# [Instructions for the task]
Copy each line containing the word "linecap" from the records that follow, please.

=== Section Start ===

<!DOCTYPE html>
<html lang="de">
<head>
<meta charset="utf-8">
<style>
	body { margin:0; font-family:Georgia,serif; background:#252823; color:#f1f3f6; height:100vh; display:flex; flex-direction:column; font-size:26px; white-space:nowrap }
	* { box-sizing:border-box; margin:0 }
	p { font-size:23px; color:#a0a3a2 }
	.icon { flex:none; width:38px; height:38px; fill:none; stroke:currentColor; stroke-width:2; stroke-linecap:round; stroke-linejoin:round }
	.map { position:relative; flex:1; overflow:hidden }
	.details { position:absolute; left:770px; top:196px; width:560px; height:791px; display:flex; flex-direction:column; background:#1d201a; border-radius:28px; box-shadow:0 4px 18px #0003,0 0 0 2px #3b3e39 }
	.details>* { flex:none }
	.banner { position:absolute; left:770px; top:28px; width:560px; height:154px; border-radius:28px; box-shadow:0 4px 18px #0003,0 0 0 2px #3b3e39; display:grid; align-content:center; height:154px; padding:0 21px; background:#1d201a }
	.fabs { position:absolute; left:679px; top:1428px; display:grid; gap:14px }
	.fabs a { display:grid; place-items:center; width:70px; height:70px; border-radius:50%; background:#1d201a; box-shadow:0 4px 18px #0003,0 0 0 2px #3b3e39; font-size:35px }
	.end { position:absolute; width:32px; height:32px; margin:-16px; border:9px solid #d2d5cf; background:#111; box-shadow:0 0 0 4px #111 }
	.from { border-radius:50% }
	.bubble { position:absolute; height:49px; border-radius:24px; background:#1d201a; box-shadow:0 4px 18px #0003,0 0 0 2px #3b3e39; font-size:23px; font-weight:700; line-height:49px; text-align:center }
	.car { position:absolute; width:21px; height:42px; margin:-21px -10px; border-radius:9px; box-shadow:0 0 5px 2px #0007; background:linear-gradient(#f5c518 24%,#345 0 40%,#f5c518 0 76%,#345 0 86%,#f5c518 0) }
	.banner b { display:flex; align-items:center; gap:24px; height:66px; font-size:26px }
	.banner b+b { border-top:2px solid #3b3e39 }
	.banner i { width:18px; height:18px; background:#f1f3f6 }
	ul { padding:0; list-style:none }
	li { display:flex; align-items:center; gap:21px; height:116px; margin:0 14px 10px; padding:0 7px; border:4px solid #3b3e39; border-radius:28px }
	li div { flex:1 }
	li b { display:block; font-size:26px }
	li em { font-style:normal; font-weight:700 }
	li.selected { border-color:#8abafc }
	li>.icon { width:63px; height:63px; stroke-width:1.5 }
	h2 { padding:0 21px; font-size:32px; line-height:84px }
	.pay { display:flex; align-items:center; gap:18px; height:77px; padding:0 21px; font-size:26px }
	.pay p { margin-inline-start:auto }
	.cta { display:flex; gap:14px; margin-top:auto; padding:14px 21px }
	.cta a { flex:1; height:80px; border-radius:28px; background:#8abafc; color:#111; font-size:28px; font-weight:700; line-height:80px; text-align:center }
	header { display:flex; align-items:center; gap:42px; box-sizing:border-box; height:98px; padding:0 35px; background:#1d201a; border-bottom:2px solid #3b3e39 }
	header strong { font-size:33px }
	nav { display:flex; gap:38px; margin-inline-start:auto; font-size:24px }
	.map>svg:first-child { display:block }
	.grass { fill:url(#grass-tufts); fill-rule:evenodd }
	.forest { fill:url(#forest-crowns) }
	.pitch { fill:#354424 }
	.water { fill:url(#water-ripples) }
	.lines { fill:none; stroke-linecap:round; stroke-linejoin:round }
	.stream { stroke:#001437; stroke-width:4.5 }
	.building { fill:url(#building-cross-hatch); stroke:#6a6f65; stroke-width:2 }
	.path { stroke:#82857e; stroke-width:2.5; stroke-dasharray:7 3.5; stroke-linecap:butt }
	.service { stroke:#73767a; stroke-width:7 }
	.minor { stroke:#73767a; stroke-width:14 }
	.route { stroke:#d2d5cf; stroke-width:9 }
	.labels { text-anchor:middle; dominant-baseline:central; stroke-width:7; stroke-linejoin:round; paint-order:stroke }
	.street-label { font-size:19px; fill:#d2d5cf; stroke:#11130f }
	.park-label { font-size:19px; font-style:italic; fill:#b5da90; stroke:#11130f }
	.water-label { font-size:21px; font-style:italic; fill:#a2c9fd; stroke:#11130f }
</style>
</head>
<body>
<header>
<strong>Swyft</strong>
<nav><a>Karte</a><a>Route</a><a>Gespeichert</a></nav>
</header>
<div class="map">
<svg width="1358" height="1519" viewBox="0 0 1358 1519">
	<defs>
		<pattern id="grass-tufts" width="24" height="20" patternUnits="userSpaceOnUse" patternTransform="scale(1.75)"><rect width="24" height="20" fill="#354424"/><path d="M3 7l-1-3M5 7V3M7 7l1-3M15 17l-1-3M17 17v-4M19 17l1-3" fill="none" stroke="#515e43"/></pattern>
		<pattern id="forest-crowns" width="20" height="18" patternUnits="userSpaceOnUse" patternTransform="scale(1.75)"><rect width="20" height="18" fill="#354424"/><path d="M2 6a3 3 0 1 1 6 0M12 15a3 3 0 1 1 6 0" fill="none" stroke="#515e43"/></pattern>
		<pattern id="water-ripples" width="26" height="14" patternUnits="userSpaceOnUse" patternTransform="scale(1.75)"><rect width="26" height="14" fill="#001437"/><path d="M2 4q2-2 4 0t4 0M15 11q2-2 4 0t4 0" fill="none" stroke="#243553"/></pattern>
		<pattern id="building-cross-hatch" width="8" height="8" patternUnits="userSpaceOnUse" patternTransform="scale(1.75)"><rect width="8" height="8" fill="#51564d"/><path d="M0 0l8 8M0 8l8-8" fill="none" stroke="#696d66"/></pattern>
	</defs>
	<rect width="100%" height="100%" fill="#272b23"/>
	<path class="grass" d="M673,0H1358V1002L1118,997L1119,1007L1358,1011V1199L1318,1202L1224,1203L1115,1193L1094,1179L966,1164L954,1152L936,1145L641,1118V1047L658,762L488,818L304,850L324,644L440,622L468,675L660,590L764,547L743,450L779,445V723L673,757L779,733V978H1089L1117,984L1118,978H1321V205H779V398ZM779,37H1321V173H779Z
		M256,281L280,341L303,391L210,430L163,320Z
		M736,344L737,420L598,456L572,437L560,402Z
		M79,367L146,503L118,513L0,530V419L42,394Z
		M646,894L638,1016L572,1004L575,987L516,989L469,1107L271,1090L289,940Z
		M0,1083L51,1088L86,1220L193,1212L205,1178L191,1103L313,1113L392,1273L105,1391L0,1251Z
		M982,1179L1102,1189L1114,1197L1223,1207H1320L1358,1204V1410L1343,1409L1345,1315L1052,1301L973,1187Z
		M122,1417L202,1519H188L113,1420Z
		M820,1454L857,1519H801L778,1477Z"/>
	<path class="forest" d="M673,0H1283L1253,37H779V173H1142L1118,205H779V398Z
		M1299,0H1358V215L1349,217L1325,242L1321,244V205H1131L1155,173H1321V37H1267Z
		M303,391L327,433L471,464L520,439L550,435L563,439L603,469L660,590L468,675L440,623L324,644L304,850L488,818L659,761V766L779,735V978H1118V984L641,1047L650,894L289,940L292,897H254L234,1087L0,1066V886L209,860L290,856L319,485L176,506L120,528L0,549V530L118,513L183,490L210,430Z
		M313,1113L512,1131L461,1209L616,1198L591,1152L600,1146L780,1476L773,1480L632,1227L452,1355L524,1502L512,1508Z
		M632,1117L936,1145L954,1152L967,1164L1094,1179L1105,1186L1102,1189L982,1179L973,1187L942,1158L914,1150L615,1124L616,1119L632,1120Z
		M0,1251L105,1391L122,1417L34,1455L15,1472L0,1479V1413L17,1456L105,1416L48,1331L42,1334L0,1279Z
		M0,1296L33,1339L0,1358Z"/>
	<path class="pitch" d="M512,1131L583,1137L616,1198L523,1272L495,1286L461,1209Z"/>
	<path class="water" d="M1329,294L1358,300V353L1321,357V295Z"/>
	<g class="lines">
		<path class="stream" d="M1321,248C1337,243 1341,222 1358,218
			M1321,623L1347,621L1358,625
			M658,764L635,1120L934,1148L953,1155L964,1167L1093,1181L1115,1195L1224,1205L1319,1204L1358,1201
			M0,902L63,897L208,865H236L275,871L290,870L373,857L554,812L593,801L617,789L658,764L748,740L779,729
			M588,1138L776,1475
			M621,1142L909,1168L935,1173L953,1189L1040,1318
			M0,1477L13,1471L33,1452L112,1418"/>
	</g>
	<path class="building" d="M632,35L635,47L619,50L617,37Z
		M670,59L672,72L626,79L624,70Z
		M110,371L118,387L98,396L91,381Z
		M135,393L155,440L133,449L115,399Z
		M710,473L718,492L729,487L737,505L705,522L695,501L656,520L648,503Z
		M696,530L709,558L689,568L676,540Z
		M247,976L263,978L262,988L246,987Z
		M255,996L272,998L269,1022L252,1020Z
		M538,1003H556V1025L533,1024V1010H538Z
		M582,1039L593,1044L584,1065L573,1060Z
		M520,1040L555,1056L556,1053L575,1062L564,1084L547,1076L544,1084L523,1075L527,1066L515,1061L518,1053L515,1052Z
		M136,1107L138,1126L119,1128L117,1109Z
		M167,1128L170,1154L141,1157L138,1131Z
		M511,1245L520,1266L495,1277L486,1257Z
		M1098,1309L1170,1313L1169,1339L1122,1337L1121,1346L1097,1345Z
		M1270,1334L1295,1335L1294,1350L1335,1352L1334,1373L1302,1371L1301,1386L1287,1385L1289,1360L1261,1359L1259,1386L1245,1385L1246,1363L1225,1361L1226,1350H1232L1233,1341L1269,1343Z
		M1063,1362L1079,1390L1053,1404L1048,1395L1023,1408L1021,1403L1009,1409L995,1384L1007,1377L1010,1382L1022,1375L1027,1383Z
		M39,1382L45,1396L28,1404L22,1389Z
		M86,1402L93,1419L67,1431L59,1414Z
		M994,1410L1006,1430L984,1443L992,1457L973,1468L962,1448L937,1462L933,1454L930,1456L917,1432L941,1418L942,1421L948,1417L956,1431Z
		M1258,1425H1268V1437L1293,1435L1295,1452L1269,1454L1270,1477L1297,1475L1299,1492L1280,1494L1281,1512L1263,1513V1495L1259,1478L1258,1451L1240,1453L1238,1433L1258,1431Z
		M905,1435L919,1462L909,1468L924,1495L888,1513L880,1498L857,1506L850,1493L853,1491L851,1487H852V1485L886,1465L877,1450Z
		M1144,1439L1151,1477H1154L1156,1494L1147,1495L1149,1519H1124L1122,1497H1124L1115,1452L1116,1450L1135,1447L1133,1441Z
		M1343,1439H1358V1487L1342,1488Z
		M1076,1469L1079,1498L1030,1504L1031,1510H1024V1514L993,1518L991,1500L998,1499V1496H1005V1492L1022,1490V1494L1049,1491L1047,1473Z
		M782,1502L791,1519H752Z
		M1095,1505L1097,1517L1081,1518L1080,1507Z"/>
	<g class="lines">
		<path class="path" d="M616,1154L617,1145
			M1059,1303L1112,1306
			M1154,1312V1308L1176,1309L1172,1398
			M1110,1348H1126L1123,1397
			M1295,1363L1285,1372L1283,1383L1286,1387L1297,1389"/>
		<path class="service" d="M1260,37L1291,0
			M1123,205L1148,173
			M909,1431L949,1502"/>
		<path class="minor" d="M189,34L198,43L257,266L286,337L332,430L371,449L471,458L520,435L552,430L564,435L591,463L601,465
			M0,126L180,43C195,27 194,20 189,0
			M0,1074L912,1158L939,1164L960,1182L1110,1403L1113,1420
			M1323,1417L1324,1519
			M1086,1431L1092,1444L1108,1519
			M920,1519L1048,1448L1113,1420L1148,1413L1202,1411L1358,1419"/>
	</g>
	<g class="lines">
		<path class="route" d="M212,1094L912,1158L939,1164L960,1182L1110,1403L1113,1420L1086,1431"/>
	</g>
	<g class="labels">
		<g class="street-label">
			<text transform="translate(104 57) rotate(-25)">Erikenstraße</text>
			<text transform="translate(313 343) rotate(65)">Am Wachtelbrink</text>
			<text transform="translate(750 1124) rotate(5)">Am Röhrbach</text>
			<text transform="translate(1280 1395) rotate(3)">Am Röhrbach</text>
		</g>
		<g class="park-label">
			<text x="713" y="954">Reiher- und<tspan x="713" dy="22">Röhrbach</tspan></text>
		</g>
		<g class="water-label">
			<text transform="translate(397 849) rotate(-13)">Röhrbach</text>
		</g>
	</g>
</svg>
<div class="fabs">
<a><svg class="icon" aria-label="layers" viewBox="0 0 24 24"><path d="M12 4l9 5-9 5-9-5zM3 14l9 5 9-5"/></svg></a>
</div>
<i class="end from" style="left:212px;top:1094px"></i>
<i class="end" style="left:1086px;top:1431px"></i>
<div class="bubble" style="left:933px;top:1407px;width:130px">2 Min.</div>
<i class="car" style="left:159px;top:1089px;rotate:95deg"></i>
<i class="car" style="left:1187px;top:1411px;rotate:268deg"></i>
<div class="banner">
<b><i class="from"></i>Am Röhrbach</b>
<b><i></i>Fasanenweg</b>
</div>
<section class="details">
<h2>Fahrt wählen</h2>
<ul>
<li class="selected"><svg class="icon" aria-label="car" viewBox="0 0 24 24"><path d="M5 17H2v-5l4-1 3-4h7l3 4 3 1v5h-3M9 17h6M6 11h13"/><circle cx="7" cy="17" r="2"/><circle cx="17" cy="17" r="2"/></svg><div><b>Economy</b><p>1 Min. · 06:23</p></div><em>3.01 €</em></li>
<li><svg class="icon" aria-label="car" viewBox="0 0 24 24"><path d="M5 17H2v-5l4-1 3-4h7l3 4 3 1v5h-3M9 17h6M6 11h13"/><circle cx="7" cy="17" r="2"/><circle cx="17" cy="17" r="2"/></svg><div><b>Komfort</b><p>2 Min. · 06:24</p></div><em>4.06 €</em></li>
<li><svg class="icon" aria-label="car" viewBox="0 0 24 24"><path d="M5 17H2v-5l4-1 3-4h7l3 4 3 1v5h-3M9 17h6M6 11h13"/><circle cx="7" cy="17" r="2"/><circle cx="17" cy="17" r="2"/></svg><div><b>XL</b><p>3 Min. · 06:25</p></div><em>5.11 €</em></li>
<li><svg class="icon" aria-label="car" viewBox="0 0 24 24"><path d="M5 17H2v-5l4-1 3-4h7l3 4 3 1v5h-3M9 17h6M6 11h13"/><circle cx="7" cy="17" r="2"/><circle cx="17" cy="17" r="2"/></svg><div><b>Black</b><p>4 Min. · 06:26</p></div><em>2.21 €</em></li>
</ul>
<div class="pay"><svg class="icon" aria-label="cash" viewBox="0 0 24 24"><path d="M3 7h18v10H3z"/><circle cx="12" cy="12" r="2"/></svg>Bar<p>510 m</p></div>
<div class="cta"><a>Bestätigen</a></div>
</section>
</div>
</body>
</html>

=== Section End ===

# [Output for this task]
	.icon { flex:none; width:38px; height:38px; fill:none; stroke:currentColor; stroke-width:2; stroke-linecap:round; stroke-linejoin:round }
	.lines { fill:none; stroke-linecap:round; stroke-linejoin:round }
	.path { stroke:#82857e; stroke-width:2.5; stroke-dasharray:7 3.5; stroke-linecap:butt }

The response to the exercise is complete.